April 7, 2022

Newfound AI creativity: Key facts about foundation models and how they help robots tell good jokes

Have you ever seen a photo of an avocado-shaped teapot or read a clever article that deviates slightly from the topic? If so, then you may have discovered the latest trend in artificial intelligence (AI).

DALL-E, GPT, and PaLM machine learning systems are making a name for themselves as innovative tools that are able to accomplish creative tasks.

These systems are ranked as "foundation models" and are not all hype and party tricks. So how does this new AI approach work? Does it mean human creativity will find its end and a deep-fake nightmare will start?

1. What is a foundation model?

Foundation models work by forming a single large database of general information and then adapting the scheme to new challenges. Previous models tended to start from scratch for each new challenge. To compare photographs (such as a snapshot of a pet cat) with the caption ("Mr. Fuzzyboots the tabby cat is relaxing in the sun") required scanning hundreds of millions of examples.

After it’s trained, this model is able to tell what cats (and other things) look like in pictures. The model can also be used for several other useful AI tasks, such as creating new images from a caption alone ("Show me a koala dunking a basketball") or editing images based on written instructions ("Make it look like this monkey is paying taxes").

2. How does it work?

Foundation models are based on "deep neural networks," which are loosely inspired by how the brain works. This involves sophisticated mathematics and a considerable amount of computing power, but it boils down to a complicated form of pattern matching.

For example, a deep neural network can associate the word "cat" with patterns of pixels that often appear in images of cats, such as soft, fuzzy, hairy blobs of texture. The more examples the model sees (the more suitable results it is shown), and the larger the model (the more "layers" or "depth" it has), the more complicated these patterns and correlations can be.

In a way, foundation models are just an extension of the "deep learning" models that have dominated AI research for the past decade. However, they do have unprogrammed or "emergent" behaviors that can be both surprising and novel.

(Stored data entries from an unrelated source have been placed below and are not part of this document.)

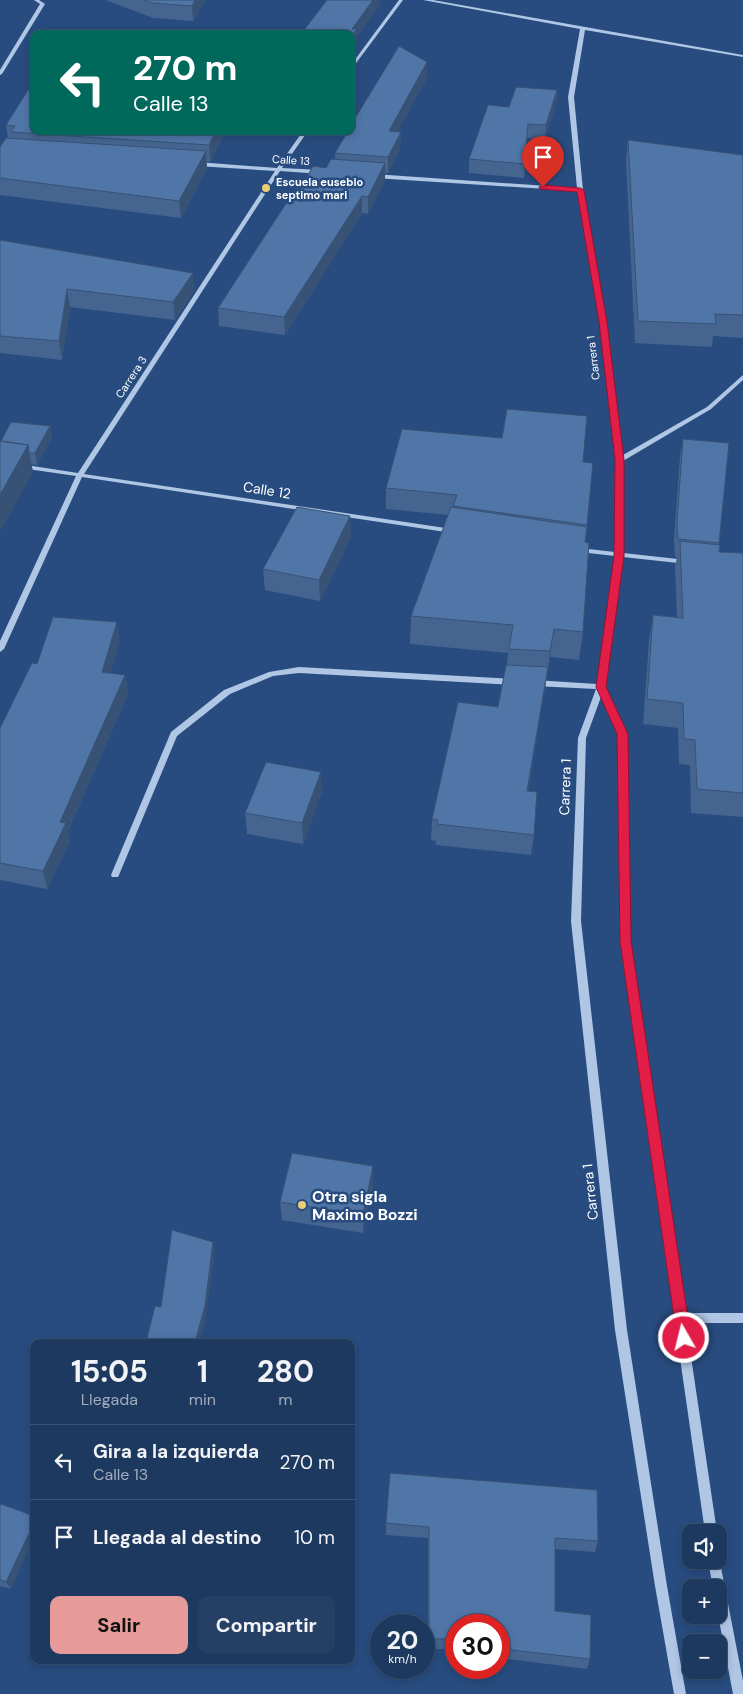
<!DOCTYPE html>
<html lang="es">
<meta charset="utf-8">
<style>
body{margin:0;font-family:"DM Sans",sans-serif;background:#264065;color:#f1f3f6;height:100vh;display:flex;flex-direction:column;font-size:19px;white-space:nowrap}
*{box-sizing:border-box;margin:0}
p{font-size:16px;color:#a1acbd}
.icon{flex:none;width:28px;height:28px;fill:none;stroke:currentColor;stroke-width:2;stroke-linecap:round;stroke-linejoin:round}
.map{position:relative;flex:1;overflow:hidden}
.sheet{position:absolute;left:30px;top:1339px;width:325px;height:325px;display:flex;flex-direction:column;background:#1e395f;border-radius:10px;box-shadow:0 2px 8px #0003,0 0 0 1px #3c5374}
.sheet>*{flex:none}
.hud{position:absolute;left:30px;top:30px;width:325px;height:105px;border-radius:10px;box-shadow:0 2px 8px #0003,0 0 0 1px #3c5374;background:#00695c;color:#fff;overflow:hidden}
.fabs{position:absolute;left:682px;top:1524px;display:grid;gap:10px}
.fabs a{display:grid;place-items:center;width:45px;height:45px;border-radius:10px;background:#1e395f;box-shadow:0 2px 8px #0003,0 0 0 1px #3c5374;font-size:25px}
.speed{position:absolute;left:370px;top:1614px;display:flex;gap:10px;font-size:25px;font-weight:700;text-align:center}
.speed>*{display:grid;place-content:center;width:65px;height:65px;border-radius:50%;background:#1e395f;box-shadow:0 2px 8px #0003,0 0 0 1px #3c5374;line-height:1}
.speed small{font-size:12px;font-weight:400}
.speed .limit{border:8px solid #d22;background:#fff;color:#111}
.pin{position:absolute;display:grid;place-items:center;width:42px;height:42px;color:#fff;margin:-51px -21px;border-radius:50% 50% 50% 0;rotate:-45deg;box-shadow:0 0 5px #0007}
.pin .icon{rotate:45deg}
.me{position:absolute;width:55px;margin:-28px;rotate:352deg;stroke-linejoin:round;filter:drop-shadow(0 0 4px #0008)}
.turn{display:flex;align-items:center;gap:18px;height:105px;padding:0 20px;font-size:22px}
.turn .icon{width:65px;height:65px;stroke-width:2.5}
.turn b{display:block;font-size:35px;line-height:42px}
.eta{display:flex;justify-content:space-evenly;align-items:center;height:85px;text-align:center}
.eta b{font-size:30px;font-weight:700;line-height:35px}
.cta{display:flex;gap:10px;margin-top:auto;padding:10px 20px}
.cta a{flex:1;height:58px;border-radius:10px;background:#e69b98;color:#111;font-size:20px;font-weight:700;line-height:58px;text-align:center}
.cta a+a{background:#264065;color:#f1f3f6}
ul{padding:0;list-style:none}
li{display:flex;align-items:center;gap:15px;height:75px;padding:0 20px;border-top:1px solid #3c5374}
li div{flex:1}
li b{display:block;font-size:19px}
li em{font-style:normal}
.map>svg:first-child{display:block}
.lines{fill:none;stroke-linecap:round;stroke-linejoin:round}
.minor{fill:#afc6e5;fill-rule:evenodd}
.wall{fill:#456590}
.shaded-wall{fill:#385275}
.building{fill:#5075a7;stroke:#385275}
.route{fill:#e11d48;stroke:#92132f}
.poi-dot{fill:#edcd75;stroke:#284c7f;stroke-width:2}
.labels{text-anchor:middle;stroke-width:5;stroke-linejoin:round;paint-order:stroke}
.far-street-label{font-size:11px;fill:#fff;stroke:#284c7f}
.far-poi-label{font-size:11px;font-weight:bold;fill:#fff;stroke:#284c7f;text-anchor:start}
.street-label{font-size:14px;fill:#fff;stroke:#284c7f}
.near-poi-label{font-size:16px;font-weight:bold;fill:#fff;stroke:#284c7f;text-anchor:start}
</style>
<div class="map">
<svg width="743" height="1694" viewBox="0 0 743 1694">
<rect width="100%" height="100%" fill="#284c7f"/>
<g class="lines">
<!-- minor -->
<path class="minor" d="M34 0H39L45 4 2 74 0 75V70L40 4Z
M399 0H403L351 70V65Z
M423 0H433L743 55V57L585 30 574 97 583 190 606 322 623 455 707 407 743 375V380L711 409 623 461V553L687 560 691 562 687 564 623 557 605 687 627 734 630 941 685 1313H743V1323H686L717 1532H705L620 941 619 734 601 697 586 738 581 921 627 1330 667 1586 686 1694H674L655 1586 615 1330 571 921 578 738 596 689 534 686 530 683 534 680 597 684 615 556 579 552 575 550 579 548 615 552 617 460 600 322 577 191 374 178 371 176 374 174 577 188 568 97 580 29Z
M303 131H308L282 168 321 170 324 172 321 174 280 171 84 474 452 529 456 531 452 533 82 477 4 649 0 652V641L76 476 0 465V461L78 473 275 171 197 166 194 164 197 162 277 168Z
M299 667 513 679 517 682 513 685 299 673 273 676 230 694 177 736 119 875 118 877H112L111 875 171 732 224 690 269 672Z
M719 1557 743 1681V1694H733L718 1615 719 1588H713L708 1560H719Z"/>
</g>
<!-- wall -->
<path class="wall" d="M106 0H206L193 21 153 18Z
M427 78 397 132H401L400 149 388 173H385V180L368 214 362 213 285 335 219 326 218 308 326 168 335 160V153Z
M557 90 556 104 545 139 527 138 524 178 469 173V159L509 107Z
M6 125 226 131 210 162 206 161 207 168 181 218 0 195V147L8 139Z
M628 140 743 155V338L713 336 712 347 635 343 626 161Z
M0 240 194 291 175 320 70 307 62 360 0 353Z
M50 426 52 437 37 465 31 464 33 472 1 441Z
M683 439 729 443 719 545V552L743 553V817L691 813 690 765 679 764 678 728 643 724 649 640 653 615 677 618 675 566 677 557H675L674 538 680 457Z
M583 462 593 463 585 542 583 632 579 660 550 657 528 791 534 835 531 855 436 845V841L431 840 432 819 498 707 507 665 508 653 410 644 411 616 448 515 386 509V488Z
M350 516 351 537 320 601 265 590 263 569Z
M120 640 110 674 125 675 128 694 68 831 70 841 47 889 0 880V728L37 664Z
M322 792 303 844 247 834 245 813Z
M373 1166V1185L363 1233 282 1220 280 1202Z
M0 1506 11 1589 0 1586Z
M386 1523 598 1541 595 1552 555 1549V1611L590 1659 587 1669 501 1658V1650H499V1625H456V1649H428V1538L386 1535Z"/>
<!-- shaded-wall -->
<path class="shaded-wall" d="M195 0H206L193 21 192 6Z
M373 0H380V5L357 37V44L351 52 352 29Z
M427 62V78L389 147V131Z
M557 90 556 104 545 139 546 125Z
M216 131H226L210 162 209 145Z
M401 132 400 149 388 173V157Z
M206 151 207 168 181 218 179 201Z
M385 163V180L368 214V197Z
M362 196V213L285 335 284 317Z
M193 273 194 291 175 320 173 302Z
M67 289 70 307 62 360 59 341Z
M50 426 52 437 37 465 35 453Z
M28 445 33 472 0 532V495Z
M350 516 351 537 320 601 319 580Z
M117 622 120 640 105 691 102 672Z
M554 629 550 657 547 679 550 651Z
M548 667 545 688 524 812 527 791Z
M125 675 128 694 68 831 70 841 47 889 43 871 60 822Z
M321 772 322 792 303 844 302 823Z
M373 1166V1185L363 1233V1215Z
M213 1242 215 1252 206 1315 200 1342H195Z
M353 1383V1391L351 1402V1392Z
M34 1523V1539L11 1589 6 1582Z"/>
<!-- building -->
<path class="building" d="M144 0H195L192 6 152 3Z
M327 0H373L352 29H357L351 37V34H301Z
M399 46 427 62 389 131 401 132 388 157 335 153 348 131H351V125Z
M516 87 557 90 546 125 528 124 525 164 469 159 488 105 509 107Z
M28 90H34V131H216L209 145 11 132 15 126 6 125Z
M6 138 206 151 179 201 0 178V147Z
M628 140 743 155V315L715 314 716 324 638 321Z
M331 159 385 163 368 197 362 196 284 317 218 308 287 202 293 203 313 166 326 168Z
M0 240 193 273 173 302 67 289 59 341 0 336Z
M507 409 587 416 583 462 593 463 587 525 453 506 457 495 386 488 402 429 502 438Z
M11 422 50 426 35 453H29L28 445 1 441Z
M683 439 729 443 719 543 678 539 677 521Z
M0 441 28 445 0 495Z
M297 507 350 516 319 580 263 569Z
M451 507 587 527 585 542 589 543 583 632 554 629 550 651 509 649 513 625 411 616Z
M680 541 720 545 719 552 743 553V793L697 789 695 740 684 739 683 703 647 699 653 615 683 618Z
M53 617 117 622 102 672 125 675 60 822 66 823 43 871 0 863V728L32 663 37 664Z
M506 665 548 667 527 791 537 792 534 835 437 824 438 820 432 819 458 702 498 707Z
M266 762 321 772 302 823 245 813Z
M292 1153 373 1166 363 1215 280 1202Z
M172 1230 213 1242 205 1306 195 1342H146L155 1306 161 1307Z
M351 1383H353L351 1392Z
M390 1473 597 1490 598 1541 555 1538V1611L591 1615 590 1659 503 1649V1640H499V1625H456V1639H429V1527L386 1523Z
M1 1504 34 1516V1523L6 1582 0 1580V1506Z"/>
<!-- route -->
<path class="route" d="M543 185 580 188 584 190 607 322 624 460V556L606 687 628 734 631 941 691 1338 689 1342 684 1344 679 1342 677 1338 620 941 617 734 596 687 614 556 615 460 599 322 577 192 540 189 539 187Z"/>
<!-- markers -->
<g class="poi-dot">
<circle cx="266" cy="188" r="5"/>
<circle cx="302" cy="1205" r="5"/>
</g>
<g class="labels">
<!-- far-street labels -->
<g class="far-street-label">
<text transform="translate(291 160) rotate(4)" y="4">Calle 13</text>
<text transform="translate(593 358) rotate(-97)" y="4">Carrera 1</text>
<text transform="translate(131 377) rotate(-57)" y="4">Carrera 3</text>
</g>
<!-- far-poi labels -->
<g class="far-poi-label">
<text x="276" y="186">Escuela eusebio<tspan x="276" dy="13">septimo mari</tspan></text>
</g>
<!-- street labels -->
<g class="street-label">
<text transform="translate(267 490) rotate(9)" y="5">Calle 12</text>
<text transform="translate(565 787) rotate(-88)" y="5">Carrera 1</text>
<text transform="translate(590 1192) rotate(-96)" y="5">Carrera 1</text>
</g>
<!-- near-poi labels -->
<g class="near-poi-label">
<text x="312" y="1202">Otra sigla<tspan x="312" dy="18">Maximo Bozzi</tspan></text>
</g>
</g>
</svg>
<div class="fabs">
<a><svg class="icon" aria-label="sound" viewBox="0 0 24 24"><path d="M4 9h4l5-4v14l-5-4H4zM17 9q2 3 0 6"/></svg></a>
<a>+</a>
<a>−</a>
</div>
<div class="speed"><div>20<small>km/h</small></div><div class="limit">30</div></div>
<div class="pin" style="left:543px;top:187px;background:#d93025"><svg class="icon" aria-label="arrive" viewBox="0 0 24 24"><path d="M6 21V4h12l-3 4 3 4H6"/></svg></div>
<svg class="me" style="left:684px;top:1338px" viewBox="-20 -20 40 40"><circle r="17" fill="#e11d48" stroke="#fff" stroke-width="3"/><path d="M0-11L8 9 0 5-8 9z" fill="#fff"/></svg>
<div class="hud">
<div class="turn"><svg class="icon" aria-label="left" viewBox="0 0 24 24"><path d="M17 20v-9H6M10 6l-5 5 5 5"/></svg><div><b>270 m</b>Calle 13</div></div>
</div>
<section class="sheet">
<div class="eta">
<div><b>15:05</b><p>Llegada</p></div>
<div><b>1</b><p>min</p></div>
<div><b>280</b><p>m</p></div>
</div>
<ul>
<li><svg class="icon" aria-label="left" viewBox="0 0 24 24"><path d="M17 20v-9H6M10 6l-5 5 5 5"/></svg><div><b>Gira a la izquierda</b><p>Calle 13</p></div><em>270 m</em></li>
<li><svg class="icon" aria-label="arrive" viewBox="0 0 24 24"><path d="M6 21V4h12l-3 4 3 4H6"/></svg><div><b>Llegada al destino</b></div><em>10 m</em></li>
</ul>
<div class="cta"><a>Salir</a><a>Compartir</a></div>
</section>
</div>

For example, Google's PaLM language system appears to be able to provide explanations for difficult metaphors and jokes. This goes beyond simply imitating the types of information it was originally designed to process.

3. For the time being, access is limited.

The sheer scale of these AI systems is overwhelming to consider. PaLM has 540 billion parameters, meaning that even if everyone on the planet memorized 50 numbers, we still wouldn't have enough storage to reproduce the model.

The models are so large that training them requires significant amounts of computational and other resources. One estimate put the cost of teaching OpenAI's language model GPT-3 at around US$5 million.

As a result, only major tech firms such as OpenAI, Google and Baidu can afford to build foundation models at the moment. These companies put a limit on who can use the services, which makes economic sense. Usage limits may give us some hope that these systems will not be used for nefarious purposes (such as creating fake news or defamatory material) any time soon. However, independent researchers are also unable to interrogate these models and report their findings in a transparent and accountable manner. So we don't yet know the full implications of their use.

4. What will these models bring to 'creative' industries?

In the near future, more foundation models will be produced. Smaller models are already being released in open-source versions. Software firms are beginning to experiment with licensing and commercializing these services, while AI researchers are working hard to make the software more effective and accessible.

The remarkable creativity demonstrated by PaLM and DALL-E 2 indicates that creative professions could be affected by this technology sooner than expected.

As it says, robots would take over "blue collar" jobs first. Professions that require creativity and education, known as "white collar" jobs, were supposed to be relatively safe from automation.

However, deep learning AI models already excel in tasks such as analyzing X-rays and determining eye condition macular degeneration. Foundation models may soon offer cheap and "good enough" creativity in fields such as advertisement, copywriting, stock illustration or graphic design.

The future of creative jobs may be a little different than we expected.

5. What does it mean for legal facts, news, and media?

Since we won't be able to say that creative content is the result of human activity, foundation models will eventually influence the legislation in areas such as intellectual property and evidence.

We'll also have to deal with disinformation and misinformation that are generated by these applications. We already have to handle a lot of disinformation problems, as we are seeing in the unfolding Russian invasion of Ukraine and the nascent issue of deep fake images and video. Foundation models are poised to boost these challenges.

It's time to plan!

As researchers who investigate the effects of AI on society, we believe foundation models will cause major transformations. They are tightly controlled (for now), so we may have a little time to consider their implications before they become a big issue. The genie isn't quite out of the bottle yet, but foundation models are a large bottle, and inside there is a very clever genie.